__RECORDS FOR THE EXERCISE__:
^^^^^^^^^^^^^^^^

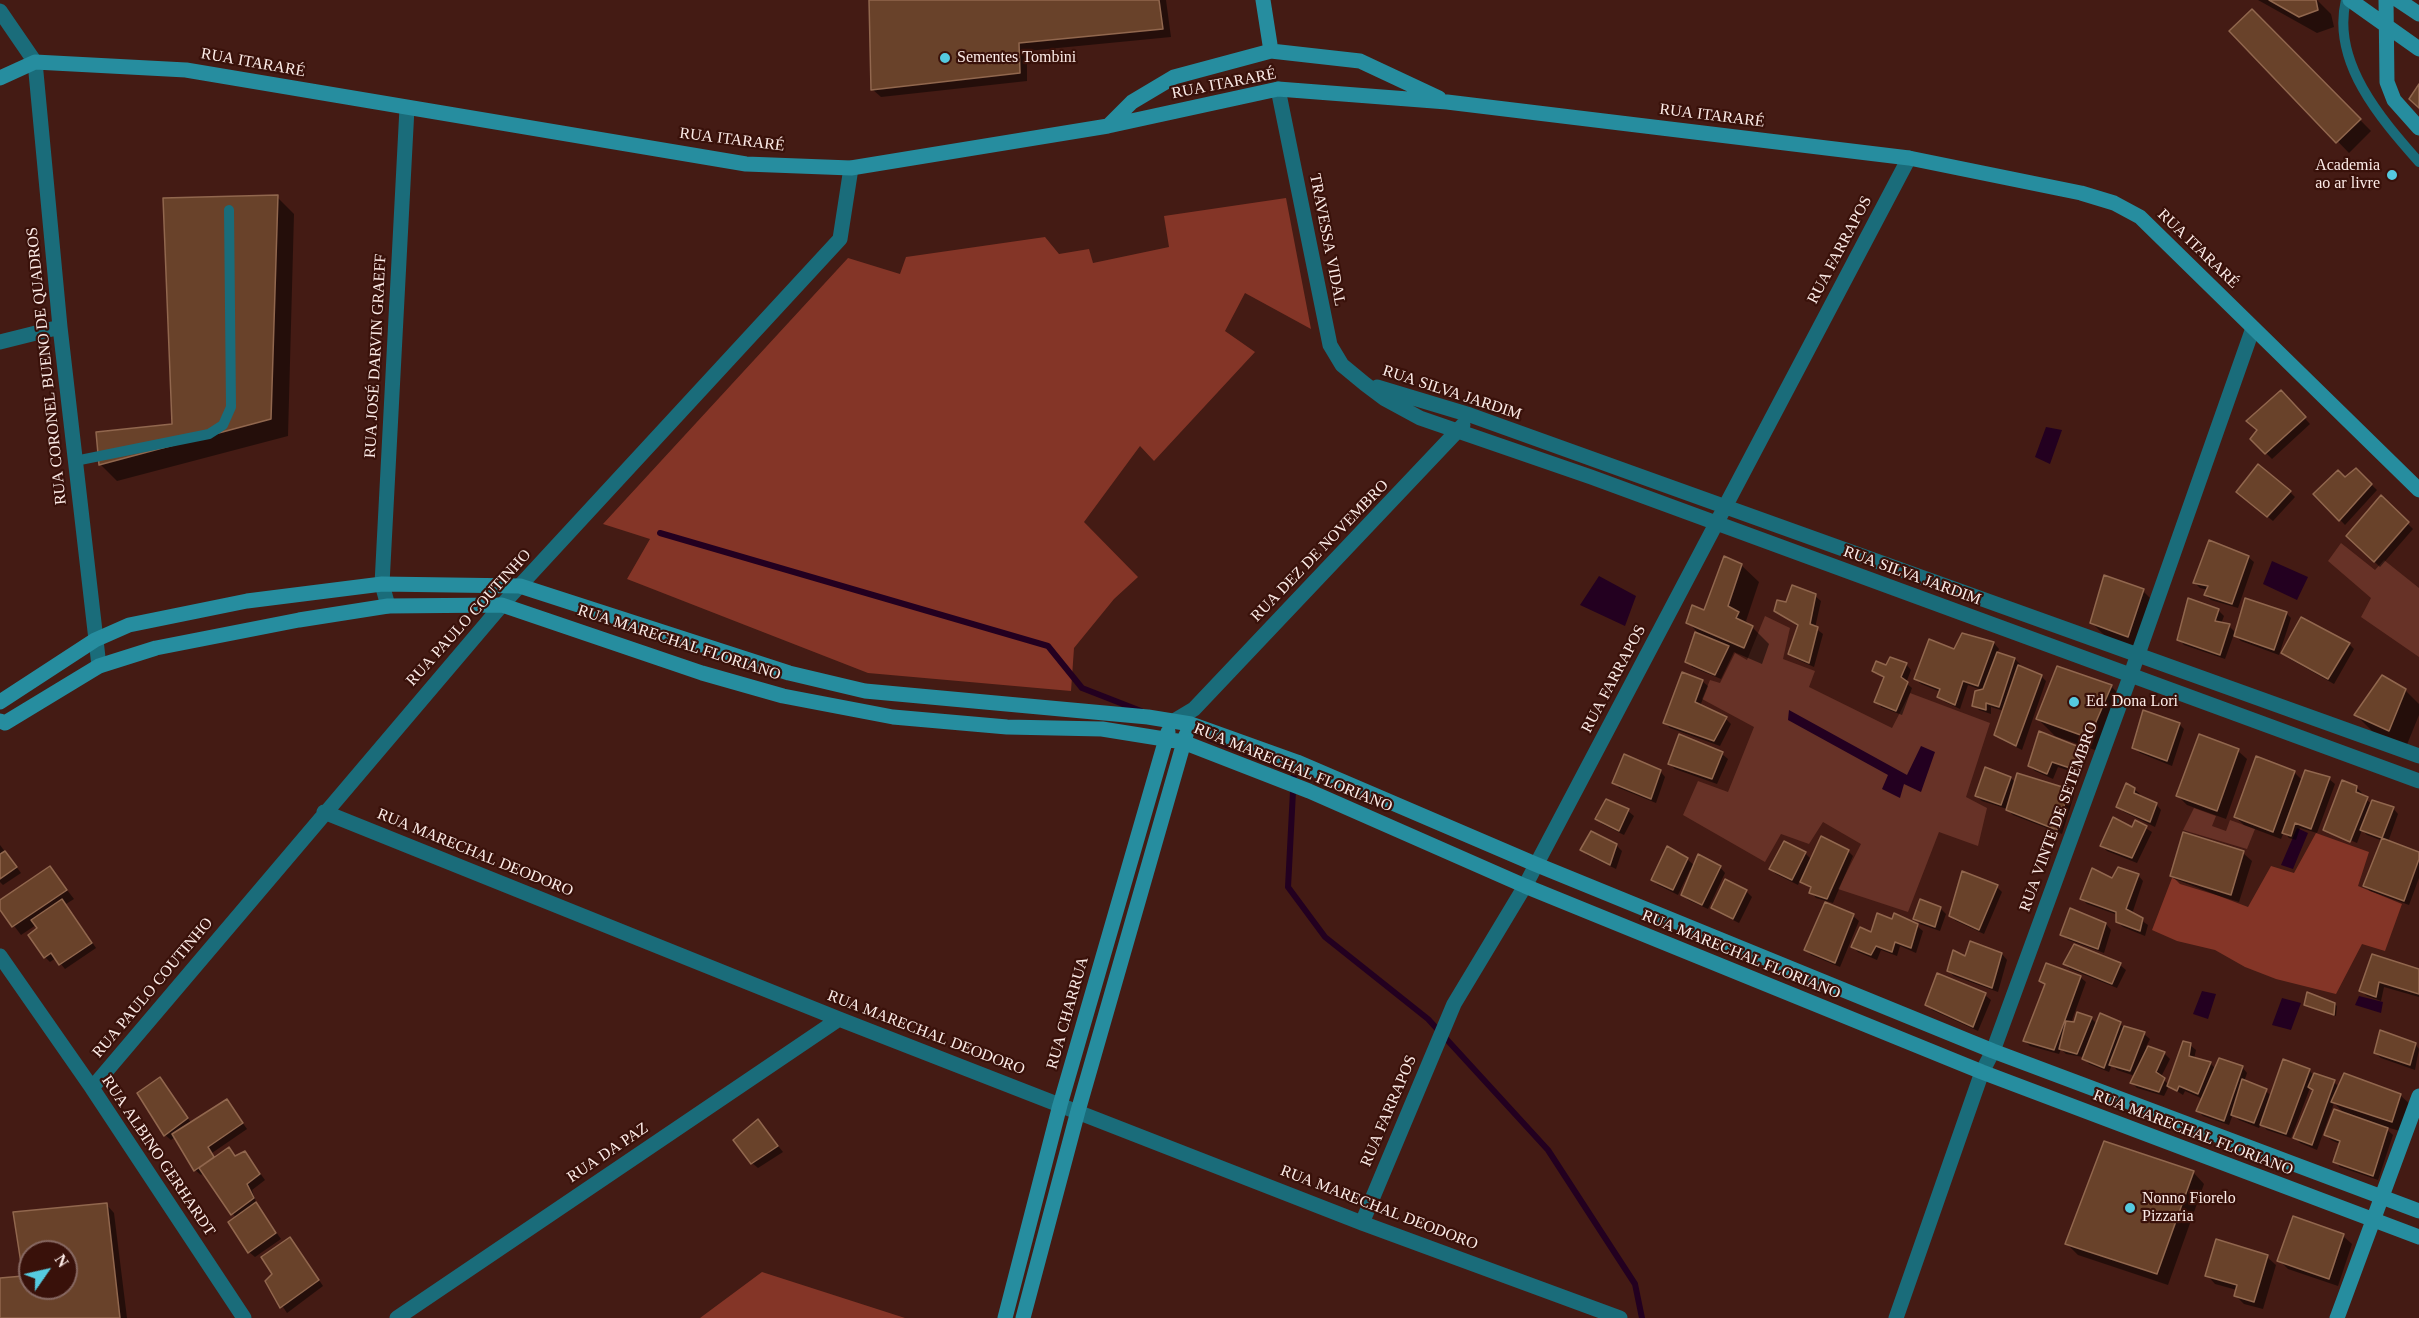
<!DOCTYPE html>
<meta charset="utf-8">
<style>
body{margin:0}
#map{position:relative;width:2419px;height:1318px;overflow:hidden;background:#441b14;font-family:Georgia,serif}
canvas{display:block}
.north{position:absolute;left:18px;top:1240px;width:60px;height:60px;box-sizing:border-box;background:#39110a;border:2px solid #876862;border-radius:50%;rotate:56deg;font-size:16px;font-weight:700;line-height:24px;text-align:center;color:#fcebe7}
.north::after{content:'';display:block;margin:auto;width:21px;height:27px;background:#55cae0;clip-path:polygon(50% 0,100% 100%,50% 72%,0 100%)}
</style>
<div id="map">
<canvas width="2419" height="1318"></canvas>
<div class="north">N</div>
</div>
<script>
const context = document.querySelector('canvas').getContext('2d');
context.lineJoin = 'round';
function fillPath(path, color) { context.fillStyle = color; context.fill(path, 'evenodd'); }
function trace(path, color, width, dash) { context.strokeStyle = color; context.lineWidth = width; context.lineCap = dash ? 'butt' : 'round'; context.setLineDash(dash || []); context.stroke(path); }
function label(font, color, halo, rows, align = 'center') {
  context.font = font + ' Georgia,serif'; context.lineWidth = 4.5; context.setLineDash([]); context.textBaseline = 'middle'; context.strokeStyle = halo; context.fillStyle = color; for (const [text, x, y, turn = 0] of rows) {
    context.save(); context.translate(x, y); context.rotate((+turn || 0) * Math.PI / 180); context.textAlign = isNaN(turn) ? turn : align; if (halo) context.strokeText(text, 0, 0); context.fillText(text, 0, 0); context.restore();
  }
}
const green = new Path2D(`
 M2341,543L2375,570L2384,560L2419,588V657L2361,617L2371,598L2328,561Z
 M1765,616L1790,628L1783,659L1815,671L1809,687L1892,728L1910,693L1990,723L1966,797L1987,808L1978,846L1939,832L1908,912L1838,889L1861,844L1823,822L1809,844L1781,834L1765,862L1683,815L1698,781L1728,792L1754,727L1702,699L1710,680L1720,683L1735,653L1747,660Z
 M2194,808L2216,816L2212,826L2226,831L2230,820L2255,829L2247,849L2183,830Z`);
const forest = new Path2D(`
 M1286,198L1311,329L1245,293L1225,331L1255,352L1154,461L1140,446L1084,522L1138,577L1114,599L1074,648L1071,691L868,673L627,579L650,539L603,524L848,258L900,274L906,257L1045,237L1059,254L1089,249L1093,263L1169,247L1164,216Z
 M2316,833L2369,852L2358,886L2402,904L2385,951L2362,944L2336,994L2276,979L2245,967L2215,950L2177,941L2152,930L2172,878L2248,907L2271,866L2294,873Z
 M762,1272L905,1318H700Z`);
const water = new Path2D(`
 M2046,427L2062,430L2050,464L2035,457Z
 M2272,561L2308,577L2297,600L2263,584Z
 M1599,576L1636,596L1625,626L1580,605Z
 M1789,710L1907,775L1921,746L1935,752L1921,792L1904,784L1900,798L1882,789L1888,775L1788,720Z
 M2297,828L2308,833L2293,869L2281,865Z
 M2202,991L2216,994L2208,1019L2193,1014Z
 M2359,996L2383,1002L2381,1013L2355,1005Z
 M2282,998L2301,1003L2291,1030L2272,1025Z`);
const shadow = new Path2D(`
 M870,0H1166L1171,37L1027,51V81L881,97L872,89Z
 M2258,0H2317L2331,14L2334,27L2317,33Z
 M2252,11L2371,131L2349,153L2231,31Z
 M277,197L294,214L288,436L117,481L100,464L174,425Z
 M2281,392L2310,424L2272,459L2252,439Z
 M2356,470L2377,490L2345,525L2315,494Z
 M2290,492L2295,497L2273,521L2243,497Z
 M2381,497L2413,529L2380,567L2348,536Z
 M2248,557L2254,562L2238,608L2211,600L2205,595L2208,590L2200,588L2195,583Z
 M1741,565L1759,582L1746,621L1769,644L1762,664L1734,652L1721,679L1692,667L1687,661L1697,632L1688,622L1705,612Z
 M2143,591L2160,608L2145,653L2109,640L2092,623Z
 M1815,596L1821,601L1815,628L1823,634L1814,667L1796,659L1790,654L1799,627L1776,611L1787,604Z
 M2218,610L2224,616L2221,624L2229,626L2236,633L2286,613L2291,618L2279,655L2241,641L2234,634L2225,659L2184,645L2179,639Z
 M1963,635L1994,643L1999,649L1997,653L2015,659L2020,664L2019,667L2041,676L2046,681L2022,750L2002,740L1996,735L2004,711L1991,707V714L1979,710L1973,705L1984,691L1968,685L1960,709L1945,702L1939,697L1941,692L1921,684L1916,679L1955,651Z
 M2349,644L2354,649L2334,684L2288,658L2283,653Z
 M1906,664L1911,670L1906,683L1912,688L1902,715L1881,707L1876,701L1885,679L1874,671Z
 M1702,681L1708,686L1700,706L1726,719L1731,724L1720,746L1670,728L1665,723Z
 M2111,686L2128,704L2106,754L2055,736L2038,719Z
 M2405,690L2419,704V715L2406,747L2373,732L2356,715Z
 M2179,724L2184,729L2172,766L2140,753L2134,747Z
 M1680,736L1722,754L1728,759L1717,784L1675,769L1670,764Z
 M2199,736L2238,751L2247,759L2226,819L2187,805L2178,796Z
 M2081,749L2086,755L2079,774L2058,767L2053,779L2035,771L2029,766Z
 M1986,769L2011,778L2016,783L2069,790L2074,795L2062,834L2013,815L2007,809L1982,801L1976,796Z
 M1660,771L1665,777L1656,803L1619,788L1614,782Z
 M2294,772L2303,781L2306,772L2329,779L2335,784L2317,833L2300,828L2296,840L2289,838L2284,832L2281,839L2244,825L2235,817Z
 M2357,788L2362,793L2361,796L2372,804L2393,808L2398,814L2388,842L2419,854V878L2409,905L2370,891L2365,886L2383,841L2367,835L2362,830L2357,843L2329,831V834L2324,829Z
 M2134,789L2140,794L2139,797L2156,804L2161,810L2155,827L2124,812L2118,807Z
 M1628,811L1634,816L1624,835L1602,824L1597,819Z
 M2136,822L2152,832L2137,863L2107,851L2101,845L2132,828Z
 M0,845L21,873L3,885L0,882Z
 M1616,845L1622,851L1616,869L1587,855L1582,850Z
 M1848,851L1853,856L1833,903L1816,898L1811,892L1812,889L1800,880L1798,885L1776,874L1770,869L1805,853L1812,860Z
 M2243,853L2252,861L2239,902L2180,884L2171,875Z
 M1687,859L1695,866L1720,867L1725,873L1708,909L1688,900L1683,894L1693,871L1690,870L1678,895L1658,885L1652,880Z
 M50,868L74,899L66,904L96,948L65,969L56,958L50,962L45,957L36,925L21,935L0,907V902Z
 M2138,875L2143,881L2132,914L2148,925L2145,936L2123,927L2117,922L2118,915L2087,904L2082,899L2113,880Z
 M1997,887L2002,892L1984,934L1956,921L1950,916Z
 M1746,891L1752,897L1739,923L1719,913L1713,908Z
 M1940,908L1946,914L1940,931L1920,924L1915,918Z
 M2071,910L2106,924L2111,930L2104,953L2068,940L2062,934Z
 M1853,916L1859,921L1840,967L1811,955L1806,950Z
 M1893,921L1917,926L1923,931L1916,953L1900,946L1897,956L1881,950L1877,960L1858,952L1853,947Z
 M2002,954L2007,960L1998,992L1954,976L1948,971L1965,958Z
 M2373,956L2419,970V997L2384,987L2381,1001L2367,996L2361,991Z
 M2065,964L2120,965L2126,970L2117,988L2070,969Z
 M1938,975L1985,995L1991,1000L1978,1031L1932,1010L1927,1004Z
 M2080,977L2086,982L2071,1023L2091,1018L2097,1024L2101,1015L2120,1024L2125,1028L2144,1034L2150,1039L2146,1047L2164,1053L2170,1059L2161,1077L2169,1085L2190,1045L2196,1050L2194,1059L2210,1063L2216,1069L2242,1067L2247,1073L2244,1082L2266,1091L2272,1097L2309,1070L2314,1076L2334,1082L2339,1087L2400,1095L2412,1106L2403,1132L2383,1126L2393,1135L2378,1180L2340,1167L2335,1161L2340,1144L2331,1140L2326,1135L2346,1115L2334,1103L2317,1150L2300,1143L2295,1137L2314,1092L2310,1088L2291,1138L2267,1130L2261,1124L2259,1128L2239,1120L2233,1114L2229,1125L2203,1116L2198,1111L2203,1099L2185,1091L2183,1095L2169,1086L2164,1096L2137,1088L2132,1083L2135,1076L2117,1070L2112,1065L2109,1072L2089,1064L2083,1057L2066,1054L2061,1049L2059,1054L2030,1046L2024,1040L2046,986L2041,981Z
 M2334,1004L2337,1006L2336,1016L2306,1005Z
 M2415,1044L2419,1049L2415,1070L2381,1058L2375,1053Z
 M160,1079L192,1124L227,1101L247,1129L212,1153L215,1158L229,1149L236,1157L245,1153L265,1180L252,1190L257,1205L281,1239L255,1257L249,1252L236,1218L204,1173L201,1175L195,1170L175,1137L171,1140L165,1135L139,1094Z
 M763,1127L783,1152L758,1168L752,1163Z
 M2193,1172L2204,1184L2168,1285L2078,1255L2067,1244Z
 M106,1204L114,1213L127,1318H0V1280L25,1277L15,1213ZM30,1252H66V1288H30Z
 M2343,1236L2352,1244L2338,1286L2288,1269L2279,1260Z
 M295,1244L323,1286L287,1313L266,1281L274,1274Z
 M2267,1257L2276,1265L2263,1309L2244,1304L2235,1295L2237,1290L2215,1284L2207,1275Z`);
const stream = new Path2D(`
 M660,533L1048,646L1082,688L1141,711
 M1209,738L1294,772L1288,887L1325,937L1428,1019L1548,1150L1635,1284L1642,1318`);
const building = new Path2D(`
 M869,0H1159L1163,29L1019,43L1020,73L871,90Z
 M2269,0H2316L2318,10L2299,17Z
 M2252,9L2361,119L2336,143L2229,31Z
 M2419,84V108L2409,99Z
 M278,195L271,419L99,465L96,432L172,424L163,198Z
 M2281,390L2306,417L2265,454L2250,439L2257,430L2246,421Z
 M2258,464L2291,491L2267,517L2236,492Z
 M2356,468L2372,484L2339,521L2313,494L2338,470L2345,477Z
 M2381,495L2409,522L2374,562L2346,536Z
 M2209,540L2249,556L2232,604L2204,595L2208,586L2193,583Z
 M1724,556L1742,564L1728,606L1739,612L1736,618L1753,626L1744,648L1686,623L1692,605L1704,610Z
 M2104,575L2144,589L2128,637L2090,623Z
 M1792,585L1816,594L1810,624L1818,627L1809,663L1788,654L1798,625L1774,611L1777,600L1786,602Z
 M2188,598L2219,609L2215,621L2230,624L2220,655L2177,640Z
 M2245,598L2287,612L2274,650L2234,636Z
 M2301,617L2350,643L2328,679L2281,653Z
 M1695,632L1729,646L1715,675L1685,662Z
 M1962,633L1994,642L1978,686L1963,681L1955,705L1937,697L1940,689L1914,679L1929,639L1954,649Z
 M1997,652L2015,658L1999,707L1986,703V710L1972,706L1975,691L1983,689Z
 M1890,657L1907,663L1901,677L1908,682L1896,711L1874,702L1884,677L1872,671L1876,661L1886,665Z
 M2018,665L2042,675L2016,746L1994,735Z
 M2057,666L2112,685L2089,738L2036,719Z
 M1682,672L1703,680L1695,702L1727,717L1714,741L1663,723Z
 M2382,675L2406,689L2389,731L2354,715Z
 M2143,710L2180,723L2167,761L2132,748Z
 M2039,731L2082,748L2073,769L2052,762L2047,774L2028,766Z
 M1679,734L1723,752L1712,779L1668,764Z
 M2199,734L2239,749L2217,811L2176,796Z
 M1624,754L1661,770L1651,799L1612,783Z
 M2256,756L2295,771L2273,832L2234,817Z
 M1985,767L2011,777L2001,805L1975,796Z
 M2305,770L2330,777L2311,829L2295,823L2291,836L2282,833Z
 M2017,773L2069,789L2057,830L2006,810Z
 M2342,780L2357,786L2356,792L2368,797L2350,842L2323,830Z
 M2126,783L2135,788L2134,793L2157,803L2150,822L2116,807Z
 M1606,799L1629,809L1619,831L1595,819Z
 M2372,800L2394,807L2382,838L2360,830Z
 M2113,817L2132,827L2135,820L2147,826L2132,858L2100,846Z
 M1591,831L1617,844L1610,865L1580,850Z
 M2183,832L2244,851L2231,895L2170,876Z
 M1821,836L1849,850L1827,899L1809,893L1811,887L1800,882Z
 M2382,838L2419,852V859L2404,901L2363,886Z
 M1784,841L1806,852L1792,880L1769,869Z
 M1667,846L1688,858L1673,890L1651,880Z
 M5,851L17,867L0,879V854Z
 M1698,854L1721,866L1702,905L1681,895Z
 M50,866L67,890L12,927L0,910V900Z
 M2118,867L2139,874L2126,909L2143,918L2140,931L2116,922V912L2080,899L2092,868L2112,878Z
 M1962,871L1998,885L1979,930L1949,916Z
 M1725,879L1747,890L1733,919L1711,908Z
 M62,899L92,943L59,965L51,953L44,958L28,935L37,928L31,920Z
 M1920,899L1941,907L1935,927L1913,919Z
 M1825,902L1854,914L1835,963L1804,950Z
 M2070,908L2106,923L2098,949L2060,935Z
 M1877,913L1892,919L1894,913L1918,924L1911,948L1895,942L1892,952L1876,946L1871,955L1851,947L1860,927L1871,932Z
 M1970,941L2002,953L1992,988L1947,971L1953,950L1965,956Z
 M2074,944L2121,963L2112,984L2063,964Z
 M2372,954L2419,969V994L2379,982L2376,997L2359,991Z
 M2046,963L2081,976L2054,1050L2023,1041L2045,984L2039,981Z
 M1937,973L1986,993L1973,1027L1925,1005Z
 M2307,992L2335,1003L2334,1015L2304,1005Z
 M2077,1012L2092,1017L2077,1054L2059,1049L2066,1021L2074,1022Z
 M2100,1013L2121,1022L2104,1068L2082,1059Z
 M2124,1026L2145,1032L2130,1071L2109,1065Z
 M2380,1030L2416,1043L2410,1065L2374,1053Z
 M2183,1041L2191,1043L2189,1056L2211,1062L2198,1094L2179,1086L2177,1091L2167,1086Z
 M2148,1046L2165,1052L2156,1072L2165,1078L2159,1092L2130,1083Z
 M2219,1058L2243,1066L2224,1121L2196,1111Z
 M2283,1059L2310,1069L2286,1134L2260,1125Z
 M2314,1073L2335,1080L2312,1145L2293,1138L2313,1090L2308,1087Z
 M2344,1073L2401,1094L2392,1122L2331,1102Z
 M160,1077L188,1118L164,1136L137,1093Z
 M2242,1079L2267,1089L2254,1123L2231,1115Z
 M227,1099L243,1123L208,1147L214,1157L194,1171L172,1134Z
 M2334,1109L2388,1128L2373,1176L2333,1162L2340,1141L2324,1135Z
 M758,1119L778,1146L751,1164L733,1140Z
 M2104,1141L2194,1171L2157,1274L2065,1244Z
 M229,1147L235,1156L245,1151L260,1174L247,1184L254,1198L231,1215L199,1168Z
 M256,1202L276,1233L248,1253L228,1222Z
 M107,1203L120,1318H0V1278L23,1276L13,1212ZM30,1252H66V1288H30Z
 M2293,1216L2344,1234L2329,1279L2277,1261Z
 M290,1237L319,1280L280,1308L265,1281L272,1274L261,1257Z
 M2216,1239L2268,1255L2254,1302L2234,1296L2237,1285L2205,1276Z`);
const lane = new Path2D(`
 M2346,0C2331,62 2381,119 2419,162
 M75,461L209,434L223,425L231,407L229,210`);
const street = new Path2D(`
 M0,11L35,62L60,327L99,666
 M1278,89L1330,345L1342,365L1365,384L1385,399L1420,418L1591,477L2419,781
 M0,342L60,327
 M1377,387L1470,415L2419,756
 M388,606L382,584L407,108
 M1174,721L1194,709L1463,425
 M324,812L839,1019L1362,1223L1620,1318
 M0,956L92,1088L244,1318
 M92,1088L502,605L840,239L851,168
 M1362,1223L1454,1004L1525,886L1909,158
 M397,1318L839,1019
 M1896,1318L1982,1072L1993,1051L2131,674L2253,328`);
const secondary = new Path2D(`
 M1263,0L1271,51
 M2350,0L2419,49
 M2386,0L2387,82L2394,100L2419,128
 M2398,0L2419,14
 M0,78L35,62L186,70L746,164L851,168L1108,126L1278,89L1447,102L1909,158L2081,193L2114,203L2140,217L2419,490
 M1108,126L1132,102L1174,77L1271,51L1360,61L1439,98
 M0,702L95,640L129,625L247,601L382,584L520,586L789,673L865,691L1148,717L1191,724L1297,762L1535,864L1993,1051L2419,1211
 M0,721L5,723L99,666L156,648L299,620L388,606L502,605L702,673L783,696L893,717L1007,727L1102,729L1183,742L1309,791L1525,886L1982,1072L2419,1237
 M1005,1318L1060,1105L1168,732
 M1023,1318L1078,1111L1186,735
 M2337,1318L2419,1096`);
const markers = [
 [945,58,6,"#55cae0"],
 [2392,175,6,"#55cae0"],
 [2074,702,6,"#55cae0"],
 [2130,1208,6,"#55cae0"]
];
const poiNames = [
 ["Sementes Tombini",957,58],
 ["Academia",2380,166,"right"],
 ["ao ar livre",2380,184,"right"],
 ["Ed. Dona Lori",2086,702],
 ["Nonno Fiorelo",2142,1199],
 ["Pizzaria",2142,1217]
];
const streetNames = [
 ["RUA ITARARÉ",253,63,10],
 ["RUA ITARARÉ",1224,84,-11],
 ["RUA ITARARÉ",1712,116,7],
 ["RUA ITARARÉ",732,140,7],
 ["TRAVESSA VIDAL",1327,240,79],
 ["RUA ITARARÉ",2198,249,44],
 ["RUA FARRAPOS",1840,250,-62],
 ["RUA JOSÉ DARVIN GRAEFF",376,356,-87],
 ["RUA CORONEL BUENO DE QUADROS",47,366,-96],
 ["RUA SILVA JARDIM",1452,393,18],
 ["RUA DEZ DE NOVEMBRO",1320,551,-46],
 ["RUA SILVA JARDIM",1912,576,20],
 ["RUA PAULO COUTINHO",469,618,-48],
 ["RUA MARECHAL FLORIANO",679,643,18],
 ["RUA FARRAPOS",1614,679,-62],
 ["RUA MARECHAL FLORIANO",1293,768,22],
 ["RUA VINTE DE SETEMBRO",2059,817,-70],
 ["RUA MARECHAL DEODORO",475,853,22],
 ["RUA MARECHAL FLORIANO",1741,955,22],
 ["RUA PAULO COUTINHO",153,988,-50],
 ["RUA CHARRUA",1068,1013,-74],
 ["RUA MARECHAL DEODORO",926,1033,21],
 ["RUA FARRAPOS",1389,1111,-67],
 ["RUA MARECHAL FLORIANO",2193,1133,21],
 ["RUA DA PAZ",608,1153,-34],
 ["RUA ALBINO GERHARDT",158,1156,56],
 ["RUA MARECHAL DEODORO",1379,1208,21]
];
fillPath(green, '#673227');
fillPath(forest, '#843527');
fillPath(water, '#230020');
fillPath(shadow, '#0007');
trace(stream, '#230020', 6);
fillPath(building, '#69422a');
trace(building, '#91674e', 1.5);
trace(lane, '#1a6c7a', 10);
trace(street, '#1a6c7a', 15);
trace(secondary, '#268d9f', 15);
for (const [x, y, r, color] of markers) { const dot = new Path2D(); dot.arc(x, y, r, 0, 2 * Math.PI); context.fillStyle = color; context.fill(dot); trace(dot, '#39110a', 2); }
label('16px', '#fcebe7', '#39110a', poiNames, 'left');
label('16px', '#fcebe7', '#39110a', streetNames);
</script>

^^^^^^^^^^^^^^^^

__ACTION ITEM__: Where a line of the data contains "align", copy that line.

__YOUR SOLUTION__:
.north{position:absolute;left:18px;top:1240px;width:60px;height:60px;box-sizing:border-box;background:#39110a;border:2px solid #876862;border-radius:50%;rotate:56deg;font-size:16px;font-weight:700;line-height:24px;text-align:center;color:#fcebe7}
function label(font, color, halo, rows, align = 'center') {
    context.save(); context.translate(x, y); context.rotate((+turn || 0) * Math.PI / 180); context.textAlign = isNaN(turn) ? turn : align; if (halo) context.strokeText(text, 0, 0); context.fillText(text, 0, 0); context.restore();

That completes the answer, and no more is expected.